### Exercise details
A line below contains "Input: one rendered map. Read", and a later one contains "Input: one rendered map. Transcribe". Repeat both, with every line between them, exactly.

◇ ◇ ◇ ◇

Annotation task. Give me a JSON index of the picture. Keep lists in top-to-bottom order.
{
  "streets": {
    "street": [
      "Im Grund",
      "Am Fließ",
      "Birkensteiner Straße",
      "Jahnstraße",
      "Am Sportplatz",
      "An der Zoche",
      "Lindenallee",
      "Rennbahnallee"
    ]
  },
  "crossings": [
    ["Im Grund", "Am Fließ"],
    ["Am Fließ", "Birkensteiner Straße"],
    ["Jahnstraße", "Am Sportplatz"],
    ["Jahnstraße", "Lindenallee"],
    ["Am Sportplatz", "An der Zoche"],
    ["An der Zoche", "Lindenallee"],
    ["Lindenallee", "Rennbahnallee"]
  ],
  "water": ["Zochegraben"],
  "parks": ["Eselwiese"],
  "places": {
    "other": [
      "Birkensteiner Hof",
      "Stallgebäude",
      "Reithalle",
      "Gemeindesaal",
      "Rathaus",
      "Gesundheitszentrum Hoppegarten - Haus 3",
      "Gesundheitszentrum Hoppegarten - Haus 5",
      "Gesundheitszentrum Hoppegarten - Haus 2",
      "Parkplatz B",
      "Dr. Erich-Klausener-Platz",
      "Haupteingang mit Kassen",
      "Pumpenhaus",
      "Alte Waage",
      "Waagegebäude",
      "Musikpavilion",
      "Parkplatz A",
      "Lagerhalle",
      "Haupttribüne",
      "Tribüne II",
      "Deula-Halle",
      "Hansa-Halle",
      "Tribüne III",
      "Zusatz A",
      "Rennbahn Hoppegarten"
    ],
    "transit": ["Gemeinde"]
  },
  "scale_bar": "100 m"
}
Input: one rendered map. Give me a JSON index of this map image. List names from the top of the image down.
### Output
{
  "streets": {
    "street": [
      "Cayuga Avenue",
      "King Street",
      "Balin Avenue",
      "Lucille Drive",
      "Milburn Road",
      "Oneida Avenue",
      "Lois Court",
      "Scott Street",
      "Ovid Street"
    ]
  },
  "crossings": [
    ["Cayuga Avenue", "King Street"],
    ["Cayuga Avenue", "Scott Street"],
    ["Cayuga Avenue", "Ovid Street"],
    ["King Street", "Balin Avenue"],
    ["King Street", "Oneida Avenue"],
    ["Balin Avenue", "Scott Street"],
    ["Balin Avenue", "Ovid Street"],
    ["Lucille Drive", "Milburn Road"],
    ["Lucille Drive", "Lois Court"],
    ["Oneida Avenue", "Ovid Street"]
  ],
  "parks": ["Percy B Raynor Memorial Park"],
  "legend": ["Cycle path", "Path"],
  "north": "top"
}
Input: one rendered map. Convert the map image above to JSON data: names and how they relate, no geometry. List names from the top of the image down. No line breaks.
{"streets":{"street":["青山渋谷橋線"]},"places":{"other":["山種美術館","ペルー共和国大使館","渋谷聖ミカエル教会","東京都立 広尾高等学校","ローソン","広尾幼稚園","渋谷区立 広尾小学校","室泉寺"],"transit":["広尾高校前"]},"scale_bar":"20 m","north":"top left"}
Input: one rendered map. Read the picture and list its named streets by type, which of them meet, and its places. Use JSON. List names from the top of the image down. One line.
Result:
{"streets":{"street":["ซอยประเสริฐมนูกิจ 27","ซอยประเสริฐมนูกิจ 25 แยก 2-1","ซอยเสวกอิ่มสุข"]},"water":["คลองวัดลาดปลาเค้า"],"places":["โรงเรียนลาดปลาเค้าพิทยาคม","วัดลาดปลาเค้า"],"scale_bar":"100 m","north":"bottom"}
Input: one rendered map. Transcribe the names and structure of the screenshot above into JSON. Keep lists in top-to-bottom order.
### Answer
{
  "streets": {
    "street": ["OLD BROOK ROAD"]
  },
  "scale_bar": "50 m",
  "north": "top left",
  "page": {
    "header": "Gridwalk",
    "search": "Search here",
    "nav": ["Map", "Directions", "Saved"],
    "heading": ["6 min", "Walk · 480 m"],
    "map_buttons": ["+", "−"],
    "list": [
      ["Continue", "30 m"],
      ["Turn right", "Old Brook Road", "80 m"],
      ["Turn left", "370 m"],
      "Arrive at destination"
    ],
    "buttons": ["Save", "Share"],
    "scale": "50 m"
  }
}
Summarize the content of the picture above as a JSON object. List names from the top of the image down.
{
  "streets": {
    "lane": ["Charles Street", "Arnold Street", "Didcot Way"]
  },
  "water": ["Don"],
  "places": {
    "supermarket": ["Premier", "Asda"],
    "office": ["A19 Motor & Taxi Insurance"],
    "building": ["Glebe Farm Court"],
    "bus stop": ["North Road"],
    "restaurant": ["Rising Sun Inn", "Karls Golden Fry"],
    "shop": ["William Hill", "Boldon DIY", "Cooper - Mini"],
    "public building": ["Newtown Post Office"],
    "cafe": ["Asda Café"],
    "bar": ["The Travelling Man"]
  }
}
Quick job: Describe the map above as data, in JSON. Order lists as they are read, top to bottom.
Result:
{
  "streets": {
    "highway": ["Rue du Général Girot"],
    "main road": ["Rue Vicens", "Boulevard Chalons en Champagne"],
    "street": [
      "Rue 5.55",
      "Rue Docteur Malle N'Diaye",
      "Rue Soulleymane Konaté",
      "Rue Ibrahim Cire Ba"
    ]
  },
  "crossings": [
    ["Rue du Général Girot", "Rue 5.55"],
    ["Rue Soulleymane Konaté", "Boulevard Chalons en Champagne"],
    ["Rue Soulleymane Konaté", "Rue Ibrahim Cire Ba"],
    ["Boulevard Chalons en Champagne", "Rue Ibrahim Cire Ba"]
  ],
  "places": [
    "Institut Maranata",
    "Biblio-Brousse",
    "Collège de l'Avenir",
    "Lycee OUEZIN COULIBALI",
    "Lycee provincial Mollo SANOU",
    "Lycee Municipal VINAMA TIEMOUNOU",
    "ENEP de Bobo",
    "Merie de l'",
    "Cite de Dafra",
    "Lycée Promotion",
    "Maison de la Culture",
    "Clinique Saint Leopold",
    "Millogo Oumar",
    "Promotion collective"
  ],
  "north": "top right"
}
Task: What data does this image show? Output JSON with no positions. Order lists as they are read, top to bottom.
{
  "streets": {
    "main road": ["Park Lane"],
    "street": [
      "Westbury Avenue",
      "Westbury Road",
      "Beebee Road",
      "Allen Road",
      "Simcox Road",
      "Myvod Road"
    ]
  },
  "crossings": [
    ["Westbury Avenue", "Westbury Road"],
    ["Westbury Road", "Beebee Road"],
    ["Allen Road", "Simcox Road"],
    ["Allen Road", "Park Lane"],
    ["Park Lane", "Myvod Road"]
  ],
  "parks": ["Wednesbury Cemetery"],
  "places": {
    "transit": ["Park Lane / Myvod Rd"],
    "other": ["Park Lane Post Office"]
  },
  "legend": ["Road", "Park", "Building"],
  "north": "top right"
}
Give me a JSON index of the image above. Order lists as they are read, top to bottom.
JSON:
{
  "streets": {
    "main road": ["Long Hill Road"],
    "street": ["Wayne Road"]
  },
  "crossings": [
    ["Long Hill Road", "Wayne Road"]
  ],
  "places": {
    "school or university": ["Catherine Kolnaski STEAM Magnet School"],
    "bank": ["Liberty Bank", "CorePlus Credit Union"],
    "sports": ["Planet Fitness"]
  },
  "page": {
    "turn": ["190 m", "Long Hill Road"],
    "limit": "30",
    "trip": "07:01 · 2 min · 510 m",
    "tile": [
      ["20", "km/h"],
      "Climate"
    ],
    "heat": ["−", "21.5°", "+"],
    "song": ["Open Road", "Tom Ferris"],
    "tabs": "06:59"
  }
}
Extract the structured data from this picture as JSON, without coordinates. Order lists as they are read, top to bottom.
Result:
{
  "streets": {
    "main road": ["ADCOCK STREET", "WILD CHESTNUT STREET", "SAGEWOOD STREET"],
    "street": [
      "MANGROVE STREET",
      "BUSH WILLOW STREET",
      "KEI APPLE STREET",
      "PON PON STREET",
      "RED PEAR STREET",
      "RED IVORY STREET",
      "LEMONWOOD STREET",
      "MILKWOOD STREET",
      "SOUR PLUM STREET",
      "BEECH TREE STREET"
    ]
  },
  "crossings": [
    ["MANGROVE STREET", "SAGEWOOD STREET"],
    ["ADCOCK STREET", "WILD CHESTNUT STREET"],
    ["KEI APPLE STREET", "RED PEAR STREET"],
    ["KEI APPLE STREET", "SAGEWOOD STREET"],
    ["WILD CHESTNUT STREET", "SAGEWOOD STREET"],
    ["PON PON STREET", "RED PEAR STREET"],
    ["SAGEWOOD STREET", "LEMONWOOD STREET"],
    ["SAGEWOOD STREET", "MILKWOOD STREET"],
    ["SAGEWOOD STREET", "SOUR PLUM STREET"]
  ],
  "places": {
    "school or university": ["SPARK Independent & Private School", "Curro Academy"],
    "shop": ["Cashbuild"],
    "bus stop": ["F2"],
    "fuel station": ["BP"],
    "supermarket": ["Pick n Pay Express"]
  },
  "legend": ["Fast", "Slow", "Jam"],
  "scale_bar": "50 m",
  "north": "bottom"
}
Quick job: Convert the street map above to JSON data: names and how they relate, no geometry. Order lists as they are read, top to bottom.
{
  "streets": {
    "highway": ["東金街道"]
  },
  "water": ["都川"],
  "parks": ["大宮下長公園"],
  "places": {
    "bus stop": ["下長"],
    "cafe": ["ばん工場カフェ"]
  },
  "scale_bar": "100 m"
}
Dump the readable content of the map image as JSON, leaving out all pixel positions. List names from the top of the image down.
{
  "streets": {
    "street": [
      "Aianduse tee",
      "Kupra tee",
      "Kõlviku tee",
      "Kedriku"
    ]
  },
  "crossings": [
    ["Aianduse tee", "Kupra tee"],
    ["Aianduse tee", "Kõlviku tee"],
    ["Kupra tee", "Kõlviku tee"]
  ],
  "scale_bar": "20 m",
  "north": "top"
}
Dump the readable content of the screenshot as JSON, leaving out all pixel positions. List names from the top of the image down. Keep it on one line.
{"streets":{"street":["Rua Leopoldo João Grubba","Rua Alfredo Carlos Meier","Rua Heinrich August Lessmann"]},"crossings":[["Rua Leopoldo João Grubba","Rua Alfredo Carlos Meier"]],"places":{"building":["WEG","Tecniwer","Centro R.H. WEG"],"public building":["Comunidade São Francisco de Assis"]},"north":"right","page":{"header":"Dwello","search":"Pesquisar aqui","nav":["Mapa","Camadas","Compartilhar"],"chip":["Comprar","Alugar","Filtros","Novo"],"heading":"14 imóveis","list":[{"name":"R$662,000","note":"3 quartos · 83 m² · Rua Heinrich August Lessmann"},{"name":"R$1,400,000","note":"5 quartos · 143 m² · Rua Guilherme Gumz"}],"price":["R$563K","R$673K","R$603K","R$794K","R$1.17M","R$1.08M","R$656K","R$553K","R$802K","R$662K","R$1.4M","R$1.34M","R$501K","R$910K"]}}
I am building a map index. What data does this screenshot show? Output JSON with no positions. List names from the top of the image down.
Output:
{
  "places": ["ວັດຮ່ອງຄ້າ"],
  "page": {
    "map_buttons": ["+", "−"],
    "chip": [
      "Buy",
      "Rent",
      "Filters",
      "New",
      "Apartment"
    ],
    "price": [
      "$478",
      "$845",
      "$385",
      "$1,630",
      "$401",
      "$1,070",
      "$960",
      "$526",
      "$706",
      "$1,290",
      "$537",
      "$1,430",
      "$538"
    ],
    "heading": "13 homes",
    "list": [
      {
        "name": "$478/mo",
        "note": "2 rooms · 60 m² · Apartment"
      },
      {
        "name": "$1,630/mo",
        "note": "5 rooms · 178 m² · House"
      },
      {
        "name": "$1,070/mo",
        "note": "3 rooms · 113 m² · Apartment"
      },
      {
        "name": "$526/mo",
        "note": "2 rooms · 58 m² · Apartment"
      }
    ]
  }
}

◇ ◇ ◇ ◇

### Output of the task
Input: one rendered map. Read the picture and list its named streets by type, which of them meet, and its places. Use JSON. List names from the top of the image down. One line.
Result:
{"streets":{"street":["ซอยประเสริฐมนูกิจ 27","ซอยประเสริฐมนูกิจ 25 แยก 2-1","ซอยเสวกอิ่มสุข"]},"water":["คลองวัดลาดปลาเค้า"],"places":["โรงเรียนลาดปลาเค้าพิทยาคม","วัดลาดปลาเค้า"],"scale_bar":"100 m","north":"bottom"}
Input: one rendered map. Transcribe the names and structure of the screenshot above into JSON. Keep lists in top-to-bottom order.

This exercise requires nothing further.